Abstract

This article applies a discourse analytical approach to the reporting of speech and thought in order to explore the parameters of core ethical quandaries in literary journalism, focusing in particular on the reconstruction or re-imagining of dialogue and thought. It thus focuses on the journalists’ duties, firstly, towards their sources (specifically, to both the propositional content and the verbatim words of their subjects’ truth claims), and, secondly, their perceived obligations towards their readers (regarding narrative accessibility, drama, resolution and lucidity). It then proceeds to discuss recent book-length examples of literary journalism from Spain and France. The article’s central claim is that an alternative approach to such issues is identifiable in Spanish journalist Javier Cercas’s work, in particular in his widely acclaimed re-exploration (2009) of the attempted coup d’etat in Madrid in 1981. Cercas’s text, like many notable examples of literary journalism, is informed by a comprehensive set of interviews and by exhaustive archival research.

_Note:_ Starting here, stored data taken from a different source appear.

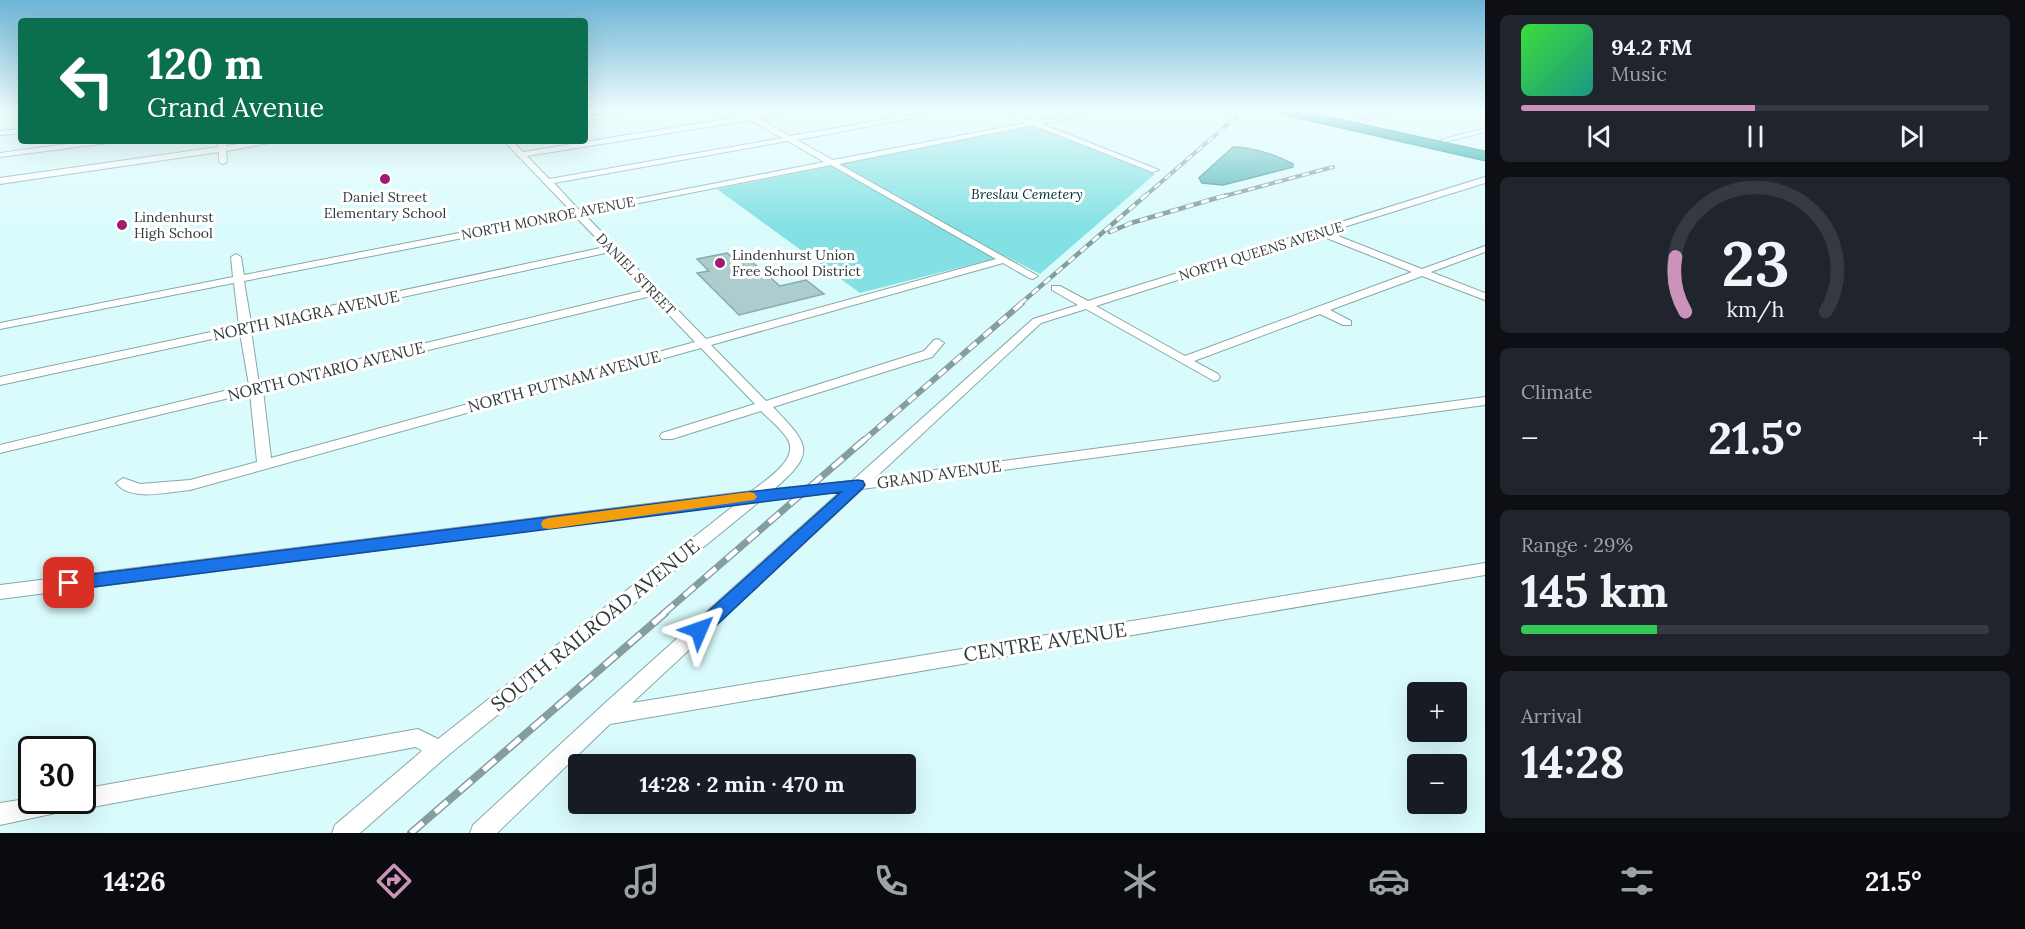 <!DOCTYPE html>
<html lang="en">
<head>
<meta charset="utf-8">
<style>
	:root { --surface:#171b24; --page:#20242c; --text:#f1f3f6; --muted:#9ea1a6; --line:#363941; --accent:#cc93ba }
	body { margin:0; font-family:Lora,serif; background:var(--page); color:var(--text); height:100vh; display:flex; flex-direction:column; font-size:22px; white-space:nowrap }
	* { box-sizing:border-box; margin:0 }
	p { font-size:20px; color:var(--muted) }
	.icon { flex:none; width:33px; height:33px; fill:none; stroke:currentColor; stroke-width:2; stroke-linecap:round; stroke-linejoin:round }
	.map { position:relative; flex:1; overflow:hidden }
	.sheet { display:flex; flex-direction:column; gap:15px; padding:15px; background:#0d0f14; width:540px }
	.sheet>* { flex:none }
	.banner { position:absolute; left:18px; top:18px; width:570px; height:126px; border-radius:6px; box-shadow:0 6px 24px #0002; background:#0b6e4f; color:#fff; overflow:hidden }
	.buttons { position:absolute; left:1407px; top:682px; display:grid; gap:12px }
	.buttons a { display:grid; place-items:center; width:60px; height:60px; border-radius:6px; background:var(--surface); box-shadow:0 6px 24px #0002; font-size:30px }
	.speed { position:absolute; left:18px; top:736px; display:flex; gap:12px; font-size:30px; font-weight:700; text-align:center }
	.speed>* { display:grid; place-content:center; width:78px; height:78px; border-radius:50%; background:var(--surface); box-shadow:0 6px 24px #0002; line-height:1 }
	.speed .limit { border:3px solid #111; border-radius:9px; background:#fff; color:#111 }
	.pin { position:absolute; display:grid; place-items:center; width:51px; height:51px; color:#fff; margin:-26px; border-radius:12px; box-shadow:0 3px 9px #0006 }
	.me { position:absolute; width:66px; margin:-33px; rotate:47deg; stroke-linejoin:round; filter:drop-shadow(0 0 4px #0008) }
	.turn { display:flex; align-items:center; gap:21px; height:126px; padding:0 30px; font-size:27px }
	.turn .icon { width:78px; height:78px; stroke-width:2.5 }
	.turn b { display:block; font-size:42px; line-height:51px }
	.big { font-size:45px; font-weight:800; line-height:1.1 }
	.sheet .widget { flex:1; display:flex; flex-direction:column; justify-content:center; gap:9px; min-width:0; padding:0 21px; border-radius:9px; background:var(--page) }
	.sheet .dial { align-items:center; gap:0 }
	.dial svg { height:156px; overflow:visible; fill:none; stroke:var(--line); stroke-width:7; stroke-linecap:round; text-anchor:middle }
	.dial text { fill:var(--text); stroke:none }
	.song { display:flex; align-items:center; gap:18px }
	.cover { width:72px; height:72px; border-radius:9px; background:linear-gradient(135deg,hsl(120 70% 55%),hsl(170 70% 35%)) }
	.played { height:6px; border-radius:3px; background:linear-gradient(90deg,var(--accent) 50%,var(--line) 50%) }
	.keys { display:flex; justify-content:space-around; direction:ltr }
	.heat { display:flex; justify-content:space-between; align-items:center; font-size:33px; direction:ltr }
	.charge { height:9px; border-radius:4px; background:linear-gradient(90deg,#34c759 29%,var(--line) 0) }
	.trip { position:absolute; left:568px; top:754px; width:348px; height:60px; border-radius:6px; background:var(--surface); box-shadow:0 6px 24px #0002; font-weight:800; line-height:60px; text-align:center }
	.tabs { display:flex; height:96px; justify-content:space-around; align-items:center; background:#090b0e; color:var(--muted) }
	.tabs .icon { width:42px; height:42px }
	.tabs .active { color:var(--accent) }
	.tabs b { font-size:27px; color:var(--text) }
	main { display:flex; flex:1; min-height:0 }
	.map>svg:first-child { display:block }
	.green { fill:#83e1e3 }
	.water { fill:#54b7ba; stroke:#499294; stroke-width:1.5 }
	.building { fill:#accccd; stroke:#8aaaaa; stroke-width:1.5 }
	.lines { fill:none; stroke-linecap:round; stroke-linejoin:round }
	.minor-casing { stroke:#88a7a7; stroke-width:2 }
	.highway-casing { stroke:#117b7d; stroke-width:3 }
	.minor { fill:#fff; fill-rule:evenodd }
	.highway { fill:#019ea1; fill-rule:evenodd }
	.rail-far4-casing { stroke:#869d9e; stroke-width:4 }
	.rail-far3-casing { stroke:#869d9e; stroke-width:4.5 }
	.rail-far2-casing { stroke:#869d9e; stroke-width:6 }
	.rail-far1-casing { stroke:#869d9e; stroke-width:7 }
	.rail-casing { stroke:#869d9e; stroke-width:8 }
	.rail-far4 { stroke:#fff; stroke-width:2; stroke-dasharray:7; stroke-linecap:butt }
	.rail-far3 { stroke:#fff; stroke-width:3; stroke-dasharray:8; stroke-linecap:butt }
	.rail-far2 { stroke:#fff; stroke-width:4; stroke-dasharray:10; stroke-linecap:butt }
	.rail-far1 { stroke:#fff; stroke-width:4.5; stroke-dasharray:14; stroke-linecap:butt }
	.rail { stroke:#fff; stroke-width:5; stroke-dasharray:16; stroke-linecap:butt }
	.route { fill:#1a73e8; stroke:#114b97; stroke-width:1.5 }
	.slow { fill:#f59e0b }
	.poi-dot { fill:#9f1d70; stroke:#fff; stroke-width:2 }
	.labels { text-anchor:middle; stroke-width:6; stroke-linejoin:round; paint-order:stroke }
	.far-park-label { font-size:14px; font-style:italic; fill:#003032; stroke:#fff }
	.far-poi-label { font-size:14px; fill:#2e3b3b; stroke:#fff; text-anchor:start }
	.far-street-label { font-size:14px; fill:#2e3b3b; stroke:#fff }
	.street-label { font-size:16px; fill:#2e3b3b; stroke:#fff }
	.near-street-label { font-size:20px; fill:#2e3b3b; stroke:#fff }
</style>
</head>
<body>
<main>
<div class="map">
<svg width="1485" height="833" viewBox="0 0 1485 833">
	<rect width="100%" height="100%" fill="#dafbfc"/>
	<path class="green" d="M 1033,126 L 1155,174 L 1040,274 L 1005,256 L 860,293 L 717,189 Z"/>
	<path class="water" d="M 1233,147 C 1252,147 1277,155 1293,164 L 1293,167 L 1223,185 L 1202,183 L 1199,178 Z"/>
	<path class="building" d="M 727,253 L 739,263 L 751,261 L 780,286 L 806,280 L 824,294 L 739,315 L 697,273 L 709,271 L 697,259 Z"/>
	<g class="lines">
		<defs>
			<g id="minor">
				<path d="M 21,111 L 21,114 L 0,116 L 0,112 Z"/>
				<path d="M 626,111 L 642,111 L 585,121 L 585,117 Z"/>
				<path d="M 737,111 L 745,111 L 753,115 L 794,111 L 758,118 L 790,136 L 935,111 L 948,111 L 797,140 L 833,160 L 1026,123 L 999,111 C 1012,111 1024,121 1036,121 C 1057,120 1078,111 1099,111 L 1042,124 L 1159,170 L 1152,172 L 1033,125 L 839,164 L 1038,276 L 1033,279 L 1029,278 L 1003,263 L 711,345 L 766,401 L 924,351 L 934,340 L 938,339 L 944,343 L 932,357 L 773,407 C 808,444 818,452 774,489 L 852,481 L 1033,319 L 1078,305 L 1052,290 L 1052,286 L 1060,286 L 1088,301 L 1485,177 L 1485,183 L 1328,232 L 1422,269 L 1485,246 L 1485,252 L 1431,272 L 1485,293 L 1485,300 L 1422,276 L 1330,310 L 1351,321 L 1351,325 L 1343,325 L 1320,314 L 1194,361 L 1218,374 L 1220,377 L 1218,380 L 1214,381 L 1086,309 L 1041,323 L 875,478 L 1485,397 L 1485,405 L 862,489 L 632,703 L 1485,563 L 1485,575 L 610,724 L 497,833 L 470,833 L 473,825 L 604,704 L 840,492 L 760,501 L 446,757 L 360,833 L 332,833 L 335,825 L 422,751 L 416,747 L 82,809 L 79,808 L 0,825 L 0,803 L 32,798 L 32,801 L 82,801 L 82,789 L 418,729 L 438,739 L 736,504 L 0,599 L 0,585 L 752,491 C 765,480 801,459 787,438 C 780,428 769,419 761,411 L 672,439 L 662,439 L 660,436 L 662,433 L 755,404 L 701,348 L 190,490 C 169,492 130,502 116,483 L 123,478 L 140,484 L 190,480 L 257,462 L 250,393 L 0,453 L 0,445 L 249,385 L 240,333 L 0,385 L 0,377 L 239,326 L 234,283 L 0,329 L 0,323 L 233,277 L 231,257 L 236,254 L 241,257 L 244,275 L 571,211 L 504,141 L 512,141 L 523,152 L 745,116 ZM 750,120 L 782,138 L 549,179 L 527,156 ZM 788,141 L 824,162 L 579,210 L 554,183 ZM 831,165 L 996,259 L 706,339 L 584,214 ZM 575,216 L 605,247 L 251,323 L 244,281 ZM 1319,235 L 1412,272 L 1185,356 L 1096,306 ZM 610,252 L 646,290 L 260,383 L 258,378 L 251,330 ZM 651,296 L 695,342 L 271,458 L 263,390 Z"/>
				<path d="M 1393,111 L 1404,111 L 1360,123 L 1356,121 Z"/>
				<path d="M 1485,128 L 1485,132 L 1445,142 L 1441,140 Z"/>
				<path d="M 21,129 L 21,133 L 0,135 L 0,131 Z"/>
				<path d="M 90,141 L 112,141 L 108,143 L 0,157 L 0,153 Z"/>
				<path d="M 218,141 L 226,141 L 226,146 L 260,141 L 280,141 L 226,151 L 227,162 L 223,164 L 219,162 L 219,152 L 0,184 L 0,178 L 218,147 Z"/>
			</g>
			<path id="highway" d="M 1279,111 L 1298,111 L 1485,152 L 1485,160 L 1284,114 Z"/>
		</defs>
		<use href="#minor" class="minor-casing"/>
		<use href="#highway" class="highway-casing"/>
		<use href="#minor" class="minor"/>
		<use href="#highway" class="highway"/>
		<defs>
			<g id="rail-far4">
				<path d="M 1144,197 L 1243,111"/>
				<path d="M 1221,197 L 1333,167"/>
			</g>
			<g id="rail-far3">
				<path d="M 1110,232 L 1131,223 L 1227,195"/>
				<path d="M 1020,304 L 1146,195"/>
			</g>
			<path id="rail-far2" d="M 863,441 L 1022,303"/>
			<path id="rail-far1" d="M 663,614 L 864,440"/>
			<path id="rail" d="M 411,833 L 665,613"/>
		</defs>
		<use href="#rail-far4" class="rail-far4-casing"/>
		<use href="#rail-far3" class="rail-far3-casing"/>
		<use href="#rail-far2" class="rail-far2-casing"/>
		<use href="#rail-far1" class="rail-far1-casing"/>
		<use href="#rail" class="rail-casing"/>
		<use href="#rail-far4" class="rail-far4"/>
		<use href="#rail-far3" class="rail-far3"/>
		<use href="#rail-far2" class="rail-far2"/>
		<use href="#rail-far1" class="rail-far1"/>
		<use href="#rail" class="rail"/>
	</g>
	<linearGradient id="sky" x2="0" y2="1"><stop stop-color="#6db5d6"/><stop offset="0.49" stop-color="#eefdfe"/><stop offset="1" stop-color="#eefdfe" stop-opacity="0"/></linearGradient>
	<rect width="1485" height="227" fill="url(#sky)"/>
	<path class="route" d="M 858,480 L 863,481 L 865,485 L 863,488 L 706,635 L 699,637 L 693,635 L 690,630 L 693,625 L 841,492 L 69,590 L 63,588 L 60,583 L 63,579 L 69,577 L 756,491 Z"/>
	<path class="slow" d="M 749,492 L 754,493 L 757,497 L 754,500 L 549,529 L 543,528 L 541,524 L 543,520 L 549,518 Z"/>
	<g class="poi-dot">
		<circle cx="385" cy="179" r="6"/>
		<circle cx="122" cy="225" r="6"/>
		<circle cx="720" cy="263" r="6"/>
	</g>
	<g class="labels">
		<g class="far-park-label">
			<text x="1027" y="199">Breslau Cemetery</text>
		</g>
		<g class="far-poi-label">
			<text x="385" y="202" text-anchor="middle">Daniel Street<tspan x="385" dy="16">Elementary School</tspan></text>
			<text x="134" y="222">Lindenhurst<tspan x="134" dy="16">High School</tspan></text>
			<text x="732" y="260">Lindenhurst Union<tspan x="732" dy="16">Free School District</tspan></text>
		</g>
		<g class="far-street-label">
			<text transform="translate(548 218) rotate(-11)" y="5">NORTH MONROE AVENUE</text>
			<text transform="translate(1261 251) rotate(-17)" y="5">NORTH QUEENS AVENUE</text>
			<text transform="translate(636 274) rotate(46)" y="5">DANIEL STREET</text>
		</g>
		<g class="street-label">
			<text transform="translate(306 315) rotate(-12)" y="6">NORTH NIAGRA AVENUE</text>
			<text transform="translate(326 371) rotate(-14)" y="6">NORTH ONTARIO AVENUE</text>
			<text transform="translate(564 381) rotate(-15)" y="6">NORTH PUTNAM AVENUE</text>
			<text transform="translate(939 474) rotate(-8)" y="6">GRAND AVENUE</text>
		</g>
		<g class="near-street-label">
			<text transform="translate(595 625) rotate(-39)" y="7">SOUTH RAILROAD AVENUE</text>
			<text transform="translate(1045 642) rotate(-9)" y="7">CENTRE AVENUE</text>
		</g>
	</g>
</svg>
<div class="buttons">
<a>+</a>
<a>−</a>
</div>
<div class="speed"><div class="limit">30</div></div>
<div class="pin" style="left:69px;top:583px;background:#d93025"><svg class="icon" aria-label="arrive" viewBox="0 0 24 24"><path d="M6 21V4h12l-3 4 3 4H6"/></svg></div>
<svg class="me" style="left:699px;top:630px" viewBox="-20 -20 40 40"><path d="M0-17L14 15 0 8-14 15z" fill="#1a73e8" stroke="#fff" stroke-width="4"/></svg>
<div class="trip">14:28 · 2 min · 470 m</div>
<div class="banner">
<div class="turn"><svg class="icon" aria-label="left" viewBox="0 0 24 24"><path d="M17 20v-9H6M10 6l-5 5 5 5"/></svg><div><b>120 m</b>Grand Avenue</div></div>
</div>
</div>
<section class="sheet">
<div class="widget">
<div class="song"><i class="cover"></i><div><b>94.2 FM</b><p>Music</p></div></div>
<div class="played"></div>
<div class="keys"><svg class="icon" aria-label="previous" viewBox="0 0 24 24"><path d="M18 5L8 12l10 7zM5 5v14"/></svg><svg class="icon" aria-label="pause" viewBox="0 0 24 24"><path d="M8 5v14M16 5v14"/></svg><svg class="icon" aria-label="next" viewBox="0 0 24 24"><path d="M6 5l10 7-10 7zM19 5v14"/></svg></div>
</div>
<div class="widget dial"><svg viewBox="0 0 100 80">
<path d="M14 69A42 42 0 1 1 86 69"/>
<path d="M14 69A42 42 0 0 1 9 41" stroke="#cc93ba"/>
<text x="50" y="56" font-size="32" font-weight="700">23</text>
<text x="50" y="72" font-size="11">km/h</text>
</svg></div>
<div class="widget"><p>Climate</p>
<div class="heat"><a>−</a><b class="big">21.5°</b><a>+</a></div>
</div>
<div class="widget"><p>Range · 29%</p><b class="big">145 km</b><div class="charge"></div></div>
<div class="widget"><p>Arrival</p><b class="big">14:28</b></div>
</section>
</main>
<nav class="tabs">
<b>14:26</b>
<svg class="icon active" aria-label="directions" viewBox="0 0 24 24"><path d="M12 3l9 9-9 9-9-9zM9 14v-3h6M13 9l2 2-2 2"/></svg>
<svg class="icon" aria-label="music" viewBox="0 0 24 24"><path d="M9 18V5l10-2v13"/><circle cx="6" cy="18" r="3"/><circle cx="16" cy="16" r="3"/></svg>
<svg class="icon" aria-label="phone" viewBox="0 0 24 24"><path d="M5 4h4l2 5-3 2q2 4 5 5l2-3 5 2v4C11 20 4 13 5 4z"/></svg>
<svg class="icon" aria-label="climate" viewBox="0 0 24 24"><path d="M12 3v18M4 7l16 10M4 17L20 7"/></svg>
<svg class="icon" aria-label="car" viewBox="0 0 24 24"><path d="M5 17H2v-5l4-1 3-4h7l3 4 3 1v5h-3M9 17h6M6 11h13"/><circle cx="7" cy="17" r="2"/><circle cx="17" cy="17" r="2"/></svg>
<svg class="icon" aria-label="filters" viewBox="0 0 24 24"><path d="M4 7h16M4 17h16"/><circle cx="9" cy="7" r="2"/><circle cx="15" cy="17" r="2"/></svg>
<b>21.5°</b>
</nav>
</body>
</html>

Cercas goes further, however, in the thoroughness and rigour of the attribution of his reconstructions of speech and thought. The book incorporates, moreover, many explicit or implicit markers of a reported idea’s dubitative or tentative status, a concern which continually shapes the text’s overall representational choices, and which can be seen as a timely response to calls for writers working within a literary journalism tradition to develop a form of implicit ethical contract with their readers.